##### Data for analysis
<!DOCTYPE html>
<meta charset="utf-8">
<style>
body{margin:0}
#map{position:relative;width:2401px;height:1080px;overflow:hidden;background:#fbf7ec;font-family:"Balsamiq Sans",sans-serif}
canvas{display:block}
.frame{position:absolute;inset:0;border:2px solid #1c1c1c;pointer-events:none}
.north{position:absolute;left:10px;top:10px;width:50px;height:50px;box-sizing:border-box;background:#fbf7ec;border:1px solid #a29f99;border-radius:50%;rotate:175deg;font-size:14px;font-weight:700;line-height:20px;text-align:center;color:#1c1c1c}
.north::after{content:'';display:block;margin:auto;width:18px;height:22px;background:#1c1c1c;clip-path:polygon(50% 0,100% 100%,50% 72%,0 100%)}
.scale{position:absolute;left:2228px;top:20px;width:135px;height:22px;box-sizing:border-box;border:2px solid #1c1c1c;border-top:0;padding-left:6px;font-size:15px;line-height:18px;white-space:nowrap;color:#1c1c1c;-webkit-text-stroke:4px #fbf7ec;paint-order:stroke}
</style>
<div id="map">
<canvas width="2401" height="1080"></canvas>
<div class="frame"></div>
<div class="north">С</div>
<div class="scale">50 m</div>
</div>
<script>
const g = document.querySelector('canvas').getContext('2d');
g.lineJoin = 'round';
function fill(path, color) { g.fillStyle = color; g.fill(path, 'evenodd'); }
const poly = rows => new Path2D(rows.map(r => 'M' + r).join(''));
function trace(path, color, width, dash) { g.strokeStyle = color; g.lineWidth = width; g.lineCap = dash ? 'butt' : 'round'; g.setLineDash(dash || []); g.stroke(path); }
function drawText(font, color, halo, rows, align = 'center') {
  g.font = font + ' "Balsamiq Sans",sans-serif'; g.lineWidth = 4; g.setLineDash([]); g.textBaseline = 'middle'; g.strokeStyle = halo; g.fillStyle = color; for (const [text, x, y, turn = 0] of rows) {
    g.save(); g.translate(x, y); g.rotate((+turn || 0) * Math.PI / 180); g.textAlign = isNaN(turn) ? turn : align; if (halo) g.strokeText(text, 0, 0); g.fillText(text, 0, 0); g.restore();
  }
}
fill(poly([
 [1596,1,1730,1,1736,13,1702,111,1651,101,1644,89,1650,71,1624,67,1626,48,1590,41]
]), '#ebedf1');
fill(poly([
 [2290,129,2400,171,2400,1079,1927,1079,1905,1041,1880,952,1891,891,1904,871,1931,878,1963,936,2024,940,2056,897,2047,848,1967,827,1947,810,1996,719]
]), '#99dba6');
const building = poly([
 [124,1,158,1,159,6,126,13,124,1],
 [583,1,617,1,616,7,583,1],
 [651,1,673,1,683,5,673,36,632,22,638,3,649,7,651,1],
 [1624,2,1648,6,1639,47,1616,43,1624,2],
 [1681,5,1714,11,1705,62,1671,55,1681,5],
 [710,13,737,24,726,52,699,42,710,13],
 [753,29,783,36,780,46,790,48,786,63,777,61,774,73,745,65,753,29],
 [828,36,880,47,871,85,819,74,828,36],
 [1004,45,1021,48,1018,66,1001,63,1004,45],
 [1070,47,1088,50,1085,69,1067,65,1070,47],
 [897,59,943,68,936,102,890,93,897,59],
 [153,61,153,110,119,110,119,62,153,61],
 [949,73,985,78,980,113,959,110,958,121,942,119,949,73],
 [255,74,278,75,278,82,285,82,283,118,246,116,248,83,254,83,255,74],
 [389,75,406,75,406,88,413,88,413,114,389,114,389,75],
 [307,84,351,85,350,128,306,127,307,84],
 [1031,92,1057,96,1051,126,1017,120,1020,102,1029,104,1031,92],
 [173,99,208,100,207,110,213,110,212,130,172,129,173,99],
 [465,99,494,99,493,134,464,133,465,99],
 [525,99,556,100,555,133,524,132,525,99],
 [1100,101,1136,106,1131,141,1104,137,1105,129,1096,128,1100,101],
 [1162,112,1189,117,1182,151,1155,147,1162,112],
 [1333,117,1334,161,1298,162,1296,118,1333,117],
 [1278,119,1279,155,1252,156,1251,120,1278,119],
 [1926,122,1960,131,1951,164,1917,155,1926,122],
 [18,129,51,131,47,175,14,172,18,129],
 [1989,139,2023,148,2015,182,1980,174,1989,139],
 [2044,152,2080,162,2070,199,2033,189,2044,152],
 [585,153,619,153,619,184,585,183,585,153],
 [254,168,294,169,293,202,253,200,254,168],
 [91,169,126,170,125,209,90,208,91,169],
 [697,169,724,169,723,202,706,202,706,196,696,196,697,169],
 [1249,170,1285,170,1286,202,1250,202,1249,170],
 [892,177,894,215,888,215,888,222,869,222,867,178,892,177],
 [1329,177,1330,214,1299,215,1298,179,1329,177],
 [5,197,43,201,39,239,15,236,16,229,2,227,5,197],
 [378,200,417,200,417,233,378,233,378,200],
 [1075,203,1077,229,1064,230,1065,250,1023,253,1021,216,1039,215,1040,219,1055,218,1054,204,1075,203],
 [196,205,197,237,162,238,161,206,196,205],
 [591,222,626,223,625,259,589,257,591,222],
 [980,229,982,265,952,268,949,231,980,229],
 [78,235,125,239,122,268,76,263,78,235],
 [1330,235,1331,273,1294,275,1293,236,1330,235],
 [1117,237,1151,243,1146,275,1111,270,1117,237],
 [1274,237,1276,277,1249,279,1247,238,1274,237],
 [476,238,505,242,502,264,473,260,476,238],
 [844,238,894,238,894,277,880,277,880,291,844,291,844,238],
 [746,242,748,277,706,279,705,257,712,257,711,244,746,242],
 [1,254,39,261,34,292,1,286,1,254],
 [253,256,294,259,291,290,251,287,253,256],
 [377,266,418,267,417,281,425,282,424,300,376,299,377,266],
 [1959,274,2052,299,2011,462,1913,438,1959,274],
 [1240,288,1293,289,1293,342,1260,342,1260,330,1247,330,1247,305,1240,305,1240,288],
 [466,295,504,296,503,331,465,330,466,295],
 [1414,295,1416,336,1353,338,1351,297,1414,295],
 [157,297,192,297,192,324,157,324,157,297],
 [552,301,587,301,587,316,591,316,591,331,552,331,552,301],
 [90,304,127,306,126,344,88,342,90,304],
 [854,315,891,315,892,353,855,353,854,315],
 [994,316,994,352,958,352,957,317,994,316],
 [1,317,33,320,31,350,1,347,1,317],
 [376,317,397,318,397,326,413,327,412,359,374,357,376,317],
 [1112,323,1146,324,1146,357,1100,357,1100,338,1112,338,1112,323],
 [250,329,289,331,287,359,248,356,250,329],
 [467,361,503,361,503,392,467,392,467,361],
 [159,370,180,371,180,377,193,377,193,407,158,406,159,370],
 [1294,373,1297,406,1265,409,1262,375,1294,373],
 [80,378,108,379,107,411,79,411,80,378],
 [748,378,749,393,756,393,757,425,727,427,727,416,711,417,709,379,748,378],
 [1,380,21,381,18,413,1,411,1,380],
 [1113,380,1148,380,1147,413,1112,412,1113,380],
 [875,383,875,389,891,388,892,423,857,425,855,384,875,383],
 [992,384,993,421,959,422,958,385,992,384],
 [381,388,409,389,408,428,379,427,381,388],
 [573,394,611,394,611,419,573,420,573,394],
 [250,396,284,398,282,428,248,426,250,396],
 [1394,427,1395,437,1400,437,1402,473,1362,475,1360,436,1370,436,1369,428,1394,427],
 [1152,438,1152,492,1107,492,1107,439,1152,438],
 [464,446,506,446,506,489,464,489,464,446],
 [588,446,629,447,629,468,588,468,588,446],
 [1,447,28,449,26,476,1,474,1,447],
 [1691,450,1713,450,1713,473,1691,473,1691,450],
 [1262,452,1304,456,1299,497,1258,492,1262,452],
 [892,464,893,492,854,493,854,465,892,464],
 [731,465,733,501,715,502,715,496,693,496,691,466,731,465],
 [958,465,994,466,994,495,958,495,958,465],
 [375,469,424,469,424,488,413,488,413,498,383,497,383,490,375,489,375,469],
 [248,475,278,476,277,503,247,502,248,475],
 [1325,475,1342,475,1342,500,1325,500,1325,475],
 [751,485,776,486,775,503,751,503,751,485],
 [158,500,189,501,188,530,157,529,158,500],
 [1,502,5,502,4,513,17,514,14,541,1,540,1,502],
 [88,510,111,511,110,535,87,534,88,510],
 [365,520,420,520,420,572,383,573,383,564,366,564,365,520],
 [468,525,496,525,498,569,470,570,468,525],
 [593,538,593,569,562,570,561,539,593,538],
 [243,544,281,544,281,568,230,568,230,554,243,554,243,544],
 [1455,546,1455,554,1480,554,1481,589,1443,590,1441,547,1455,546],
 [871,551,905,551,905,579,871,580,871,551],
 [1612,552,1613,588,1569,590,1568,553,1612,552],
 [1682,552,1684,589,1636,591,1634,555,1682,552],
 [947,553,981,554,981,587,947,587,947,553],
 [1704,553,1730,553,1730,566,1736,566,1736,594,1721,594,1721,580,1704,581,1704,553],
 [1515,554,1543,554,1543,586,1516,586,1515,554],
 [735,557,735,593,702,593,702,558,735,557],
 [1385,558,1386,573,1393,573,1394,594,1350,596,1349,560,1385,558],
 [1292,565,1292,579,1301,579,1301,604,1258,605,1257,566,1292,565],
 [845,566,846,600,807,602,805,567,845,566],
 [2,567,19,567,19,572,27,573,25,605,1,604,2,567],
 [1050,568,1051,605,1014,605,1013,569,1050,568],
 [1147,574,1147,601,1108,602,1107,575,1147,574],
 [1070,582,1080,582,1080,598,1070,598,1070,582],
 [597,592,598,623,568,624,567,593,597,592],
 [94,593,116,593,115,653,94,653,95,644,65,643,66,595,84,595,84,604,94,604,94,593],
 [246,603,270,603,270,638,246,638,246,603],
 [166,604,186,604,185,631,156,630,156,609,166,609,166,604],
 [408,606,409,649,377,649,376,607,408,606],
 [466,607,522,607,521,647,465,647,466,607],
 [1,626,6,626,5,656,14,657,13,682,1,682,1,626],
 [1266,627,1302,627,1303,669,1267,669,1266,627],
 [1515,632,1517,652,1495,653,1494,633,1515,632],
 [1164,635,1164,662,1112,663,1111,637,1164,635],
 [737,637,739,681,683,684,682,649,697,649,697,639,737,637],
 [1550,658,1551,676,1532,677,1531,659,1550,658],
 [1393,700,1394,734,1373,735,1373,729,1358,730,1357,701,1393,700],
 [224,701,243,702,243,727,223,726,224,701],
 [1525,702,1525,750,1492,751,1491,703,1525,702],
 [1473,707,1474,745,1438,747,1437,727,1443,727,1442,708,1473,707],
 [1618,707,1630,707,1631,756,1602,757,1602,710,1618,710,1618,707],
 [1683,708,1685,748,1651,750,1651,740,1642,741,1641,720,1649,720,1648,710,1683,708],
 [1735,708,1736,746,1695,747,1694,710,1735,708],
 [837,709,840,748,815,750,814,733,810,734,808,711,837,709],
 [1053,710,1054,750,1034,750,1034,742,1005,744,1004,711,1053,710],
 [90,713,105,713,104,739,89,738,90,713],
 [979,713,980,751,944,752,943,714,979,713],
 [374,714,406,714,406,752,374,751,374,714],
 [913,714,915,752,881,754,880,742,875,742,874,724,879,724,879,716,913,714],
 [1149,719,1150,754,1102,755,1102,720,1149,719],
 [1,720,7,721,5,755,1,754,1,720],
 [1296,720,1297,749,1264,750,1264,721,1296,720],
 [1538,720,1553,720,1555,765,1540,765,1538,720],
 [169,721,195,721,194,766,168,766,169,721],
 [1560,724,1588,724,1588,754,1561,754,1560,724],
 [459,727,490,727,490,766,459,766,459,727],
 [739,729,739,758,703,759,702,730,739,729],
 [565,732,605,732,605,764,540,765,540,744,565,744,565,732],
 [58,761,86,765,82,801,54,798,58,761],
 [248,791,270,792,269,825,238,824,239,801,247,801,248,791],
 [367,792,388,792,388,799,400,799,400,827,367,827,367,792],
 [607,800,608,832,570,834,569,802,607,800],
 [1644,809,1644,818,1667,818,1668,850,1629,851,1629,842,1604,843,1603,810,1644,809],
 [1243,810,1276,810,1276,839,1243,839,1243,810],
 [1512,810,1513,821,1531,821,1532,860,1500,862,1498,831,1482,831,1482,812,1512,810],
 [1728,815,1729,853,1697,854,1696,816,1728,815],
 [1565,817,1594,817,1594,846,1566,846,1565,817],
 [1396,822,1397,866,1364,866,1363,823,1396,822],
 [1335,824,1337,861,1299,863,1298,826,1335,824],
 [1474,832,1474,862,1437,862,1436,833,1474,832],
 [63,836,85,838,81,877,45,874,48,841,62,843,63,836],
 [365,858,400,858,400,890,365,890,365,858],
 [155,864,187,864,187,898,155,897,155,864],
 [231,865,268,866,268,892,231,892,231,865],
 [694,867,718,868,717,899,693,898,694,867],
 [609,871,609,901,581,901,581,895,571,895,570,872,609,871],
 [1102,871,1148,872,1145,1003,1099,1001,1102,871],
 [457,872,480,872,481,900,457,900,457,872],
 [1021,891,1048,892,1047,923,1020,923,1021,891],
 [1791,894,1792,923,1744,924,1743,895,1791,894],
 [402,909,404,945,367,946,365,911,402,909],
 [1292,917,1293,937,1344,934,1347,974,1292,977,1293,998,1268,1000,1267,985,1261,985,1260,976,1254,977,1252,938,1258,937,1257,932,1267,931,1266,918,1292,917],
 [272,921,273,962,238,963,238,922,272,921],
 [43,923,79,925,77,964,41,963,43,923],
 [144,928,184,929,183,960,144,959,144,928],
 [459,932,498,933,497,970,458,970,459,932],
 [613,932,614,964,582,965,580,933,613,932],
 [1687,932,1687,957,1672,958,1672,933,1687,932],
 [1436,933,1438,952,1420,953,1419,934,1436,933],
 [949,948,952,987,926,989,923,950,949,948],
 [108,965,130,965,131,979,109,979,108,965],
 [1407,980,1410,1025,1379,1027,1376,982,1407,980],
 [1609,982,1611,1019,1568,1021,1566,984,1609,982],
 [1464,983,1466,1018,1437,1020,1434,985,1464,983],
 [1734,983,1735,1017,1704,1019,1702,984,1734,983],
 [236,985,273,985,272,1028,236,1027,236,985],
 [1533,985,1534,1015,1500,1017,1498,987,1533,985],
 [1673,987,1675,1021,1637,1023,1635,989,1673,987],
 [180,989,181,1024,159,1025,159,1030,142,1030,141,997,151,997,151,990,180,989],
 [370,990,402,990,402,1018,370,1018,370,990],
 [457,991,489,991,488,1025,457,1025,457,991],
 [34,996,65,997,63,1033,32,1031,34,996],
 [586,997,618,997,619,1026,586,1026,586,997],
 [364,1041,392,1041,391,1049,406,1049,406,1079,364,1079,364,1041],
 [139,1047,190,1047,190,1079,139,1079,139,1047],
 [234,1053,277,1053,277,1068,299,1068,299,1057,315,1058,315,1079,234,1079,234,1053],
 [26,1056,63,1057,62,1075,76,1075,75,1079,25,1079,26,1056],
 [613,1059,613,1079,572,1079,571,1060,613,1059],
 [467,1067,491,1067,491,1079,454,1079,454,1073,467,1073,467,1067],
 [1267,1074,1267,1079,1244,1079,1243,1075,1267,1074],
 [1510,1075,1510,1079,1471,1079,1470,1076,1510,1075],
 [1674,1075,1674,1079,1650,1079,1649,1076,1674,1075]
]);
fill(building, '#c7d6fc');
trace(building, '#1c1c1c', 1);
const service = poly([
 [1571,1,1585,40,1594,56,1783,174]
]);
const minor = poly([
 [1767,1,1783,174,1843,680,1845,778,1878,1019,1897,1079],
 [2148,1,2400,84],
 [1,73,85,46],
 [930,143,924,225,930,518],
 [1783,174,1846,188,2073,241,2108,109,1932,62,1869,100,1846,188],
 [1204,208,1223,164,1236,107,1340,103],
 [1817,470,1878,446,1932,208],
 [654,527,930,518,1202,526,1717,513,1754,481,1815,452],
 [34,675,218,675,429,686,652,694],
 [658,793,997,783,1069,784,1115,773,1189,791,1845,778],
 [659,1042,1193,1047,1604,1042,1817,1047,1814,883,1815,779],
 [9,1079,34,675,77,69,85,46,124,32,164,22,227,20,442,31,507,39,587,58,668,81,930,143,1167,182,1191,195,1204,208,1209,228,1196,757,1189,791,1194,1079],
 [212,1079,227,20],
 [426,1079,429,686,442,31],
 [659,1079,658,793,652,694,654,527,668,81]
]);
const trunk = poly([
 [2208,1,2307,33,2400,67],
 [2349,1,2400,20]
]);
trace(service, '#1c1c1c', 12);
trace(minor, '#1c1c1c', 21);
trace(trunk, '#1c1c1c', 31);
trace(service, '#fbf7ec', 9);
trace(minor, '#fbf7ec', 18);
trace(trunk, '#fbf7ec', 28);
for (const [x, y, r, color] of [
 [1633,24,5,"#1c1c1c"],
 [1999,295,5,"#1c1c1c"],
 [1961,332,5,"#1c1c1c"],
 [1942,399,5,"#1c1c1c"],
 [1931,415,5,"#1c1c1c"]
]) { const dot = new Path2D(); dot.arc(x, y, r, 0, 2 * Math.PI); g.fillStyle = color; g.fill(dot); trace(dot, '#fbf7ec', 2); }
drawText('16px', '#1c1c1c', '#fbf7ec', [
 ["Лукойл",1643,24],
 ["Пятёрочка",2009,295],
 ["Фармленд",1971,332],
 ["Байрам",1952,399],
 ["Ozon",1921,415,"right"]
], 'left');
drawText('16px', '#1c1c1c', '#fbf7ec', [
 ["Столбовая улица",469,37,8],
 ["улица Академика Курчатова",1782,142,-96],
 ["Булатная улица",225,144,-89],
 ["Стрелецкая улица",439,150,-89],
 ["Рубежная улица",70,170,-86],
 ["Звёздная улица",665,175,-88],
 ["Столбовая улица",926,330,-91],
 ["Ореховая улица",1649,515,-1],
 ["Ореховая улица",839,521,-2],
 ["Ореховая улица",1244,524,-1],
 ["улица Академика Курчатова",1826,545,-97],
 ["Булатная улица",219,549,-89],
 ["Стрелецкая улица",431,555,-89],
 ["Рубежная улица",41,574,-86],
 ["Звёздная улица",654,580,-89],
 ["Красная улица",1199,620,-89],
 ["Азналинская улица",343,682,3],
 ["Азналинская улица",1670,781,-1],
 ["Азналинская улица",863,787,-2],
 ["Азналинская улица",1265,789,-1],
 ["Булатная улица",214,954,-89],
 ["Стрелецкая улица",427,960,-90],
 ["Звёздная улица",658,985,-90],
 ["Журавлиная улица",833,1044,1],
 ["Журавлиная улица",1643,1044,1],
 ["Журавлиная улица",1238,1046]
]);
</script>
##########
#### [Exercise description]
How many lines of the entries include the string "Ореховая"? Answer with a number and no other words.

#### [Response for this exercise]
3